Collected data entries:
☆ ☆ ☆
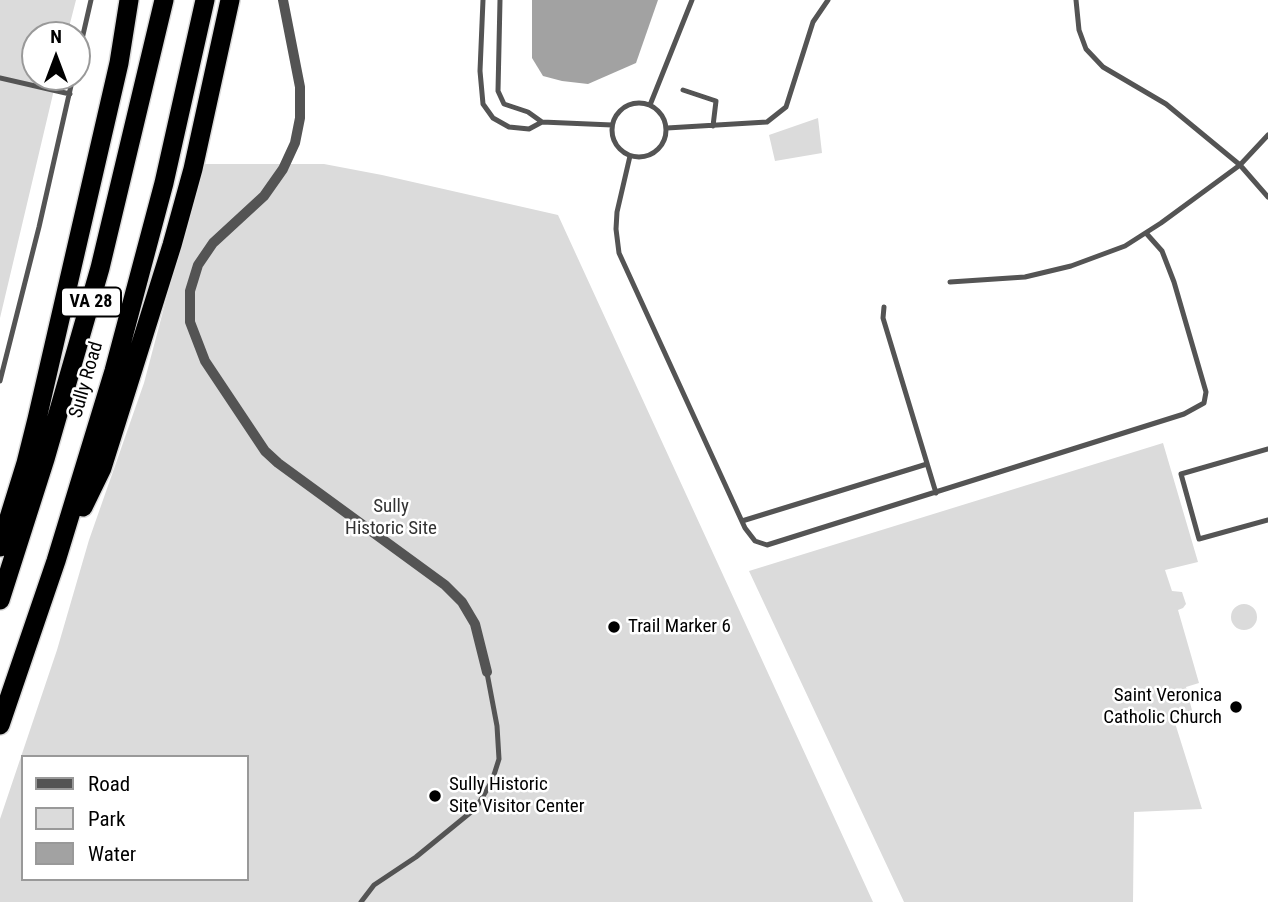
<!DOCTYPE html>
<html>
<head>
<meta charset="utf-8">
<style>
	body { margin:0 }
	#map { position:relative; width:1268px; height:902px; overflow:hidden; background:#fff; font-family:"Roboto Condensed",sans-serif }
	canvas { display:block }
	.legend { position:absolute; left:21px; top:755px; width:228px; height:126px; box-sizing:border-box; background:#fff; border:2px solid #999; margin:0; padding:9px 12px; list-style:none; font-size:21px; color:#000 }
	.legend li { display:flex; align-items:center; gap:14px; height:35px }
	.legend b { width:35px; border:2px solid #999 }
	.north { position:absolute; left:21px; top:21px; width:70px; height:70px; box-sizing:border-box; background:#fff; border:2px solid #999; border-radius:50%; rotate:0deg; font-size:19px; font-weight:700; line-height:28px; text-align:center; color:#000 }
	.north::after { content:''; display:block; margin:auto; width:24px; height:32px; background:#000; clip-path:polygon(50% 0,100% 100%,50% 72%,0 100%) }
</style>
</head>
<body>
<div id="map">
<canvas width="1268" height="902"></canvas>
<ul class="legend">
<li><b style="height:9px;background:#545454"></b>Road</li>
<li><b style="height:19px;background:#dbdbdb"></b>Park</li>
<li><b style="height:19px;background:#a2a2a2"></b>Water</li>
</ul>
<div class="north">N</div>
</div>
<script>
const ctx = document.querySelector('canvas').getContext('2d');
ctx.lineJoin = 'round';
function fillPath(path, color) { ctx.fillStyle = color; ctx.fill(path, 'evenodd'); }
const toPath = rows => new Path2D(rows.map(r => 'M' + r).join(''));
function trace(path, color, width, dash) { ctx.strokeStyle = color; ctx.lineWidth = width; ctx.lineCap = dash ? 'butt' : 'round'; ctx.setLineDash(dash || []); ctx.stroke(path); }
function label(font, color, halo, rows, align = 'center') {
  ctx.font = font + ' "Roboto Condensed",sans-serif'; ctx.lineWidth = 5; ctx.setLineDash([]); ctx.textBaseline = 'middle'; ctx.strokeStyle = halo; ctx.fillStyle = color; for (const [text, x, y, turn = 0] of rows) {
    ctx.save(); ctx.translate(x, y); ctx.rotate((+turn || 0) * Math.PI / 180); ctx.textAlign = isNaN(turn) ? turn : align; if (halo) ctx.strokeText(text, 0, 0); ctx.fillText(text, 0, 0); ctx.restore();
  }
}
const green = toPath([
	[0,0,76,0,67,35,35,35,35,77,57,77,0,318],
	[818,118,822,153,775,161,769,135],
	[202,164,324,164,382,175,558,215,873,902,0,902,0,819,57,650,89,540,144,383],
	[23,757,247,757,247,879,23,879],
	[1163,443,1198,562,1165,570,1172,591,1182,592,1186,604,1183,608,1178,610,1199,683,1186,687,1194,718,1175,723,1202,809,1134,812,1133,902,904,902,749,571],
	'1231 617a13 13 0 1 1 26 0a13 13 0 1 1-26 0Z'
]);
const water = toPath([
	[532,0,658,0,636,63,588,84,562,81,543,76,532,58]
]);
const lane = toPath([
	[483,0,480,71,483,104,493,118,509,127,529,129,542,122,612,125],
	[500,0,498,91,504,104,528,112,542,122],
	[1076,0,1079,30,1086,49,1103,67,1166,104,1240,165,1268,135],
	[77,61,91,0],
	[0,78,70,94],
	[683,90,716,101,713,126],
	'612 130a27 27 0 1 1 54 0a27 27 0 1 1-54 0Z',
	[650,105,692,0],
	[667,128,767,122,786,107,813,22,828,0],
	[630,156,617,212,616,229,619,253,745,528,755,541,767,545,1184,414,1204,403,1206,392,1174,282,1162,251,1146,233],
	[950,282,1025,277,1071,266,1125,246,1161,223,1240,165,1268,197],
	[884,307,883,318,936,493],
	[0,381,39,227,73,77],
	[1268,449,1181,474,1199,539,1268,520],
	[742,521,927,464],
	[361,902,374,885,416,857,476,808,492,781,499,759,497,726,487,673]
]);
const street = toPath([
	[283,0,300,87,300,118,295,143,283,169,264,196,213,243,198,265,190,291,190,322,205,361,265,451,278,463,445,585,462,602,475,624,487,672]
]);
const highway = toPath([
	[83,507,102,468,172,245,193,169,230,0],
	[0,547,26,463,37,419,119,63,129,0],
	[0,600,45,459,100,268,164,0],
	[0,725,56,561,114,371,164,183,205,0]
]);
const markers = [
	[614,627,7,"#000"],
	[1236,707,7,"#000"],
	[435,796,7,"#000"]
];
const shields = [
	[91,302,60]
];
const shieldNames = [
	["VA 28",91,302]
];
const streetNames = [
	["Sully Road",87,380,-74]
];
const parkNames = [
	["Sully",391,507],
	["Historic Site",391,529]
];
const poiNames = [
	["Trail Marker 6",628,627],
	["Saint Veronica",1222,696,"right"],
	["Catholic Church",1222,718,"right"],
	["Sully Historic",449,785],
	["Site Visitor Center",449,807]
];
fillPath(green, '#dbdbdb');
fillPath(water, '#a2a2a2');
trace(highway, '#dbdbdb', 22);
trace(lane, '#545454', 5);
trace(street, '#545454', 10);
trace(highway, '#000', 19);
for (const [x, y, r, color] of markers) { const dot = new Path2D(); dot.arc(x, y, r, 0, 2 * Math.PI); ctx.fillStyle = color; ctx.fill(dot); trace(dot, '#fff', 2.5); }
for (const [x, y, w] of shields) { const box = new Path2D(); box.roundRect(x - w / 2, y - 14.5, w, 29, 5); ctx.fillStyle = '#fff'; ctx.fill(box); trace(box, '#000', 2); }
label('bold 18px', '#000', null, shieldNames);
label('19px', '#000', '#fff', streetNames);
label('19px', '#323232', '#fff', parkNames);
label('19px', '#000', '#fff', poiNames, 'left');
</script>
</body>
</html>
☆ ☆ ☆
## Exercise details
Please find the lines in the data that contain the word "lineWidth" and copy them.

## Answer space
function trace(path, color, width, dash) { ctx.strokeStyle = color; ctx.lineWidth = width; ctx.lineCap = dash ? 'butt' : 'round'; ctx.setLineDash(dash || []); ctx.stroke(path); }
  ctx.font = font + ' "Roboto Condensed",sans-serif'; ctx.lineWidth = 5; ctx.setLineDash([]); ctx.textBaseline = 'middle'; ctx.strokeStyle = halo; ctx.fillStyle = color; for (const [text, x, y, turn = 0] of rows) {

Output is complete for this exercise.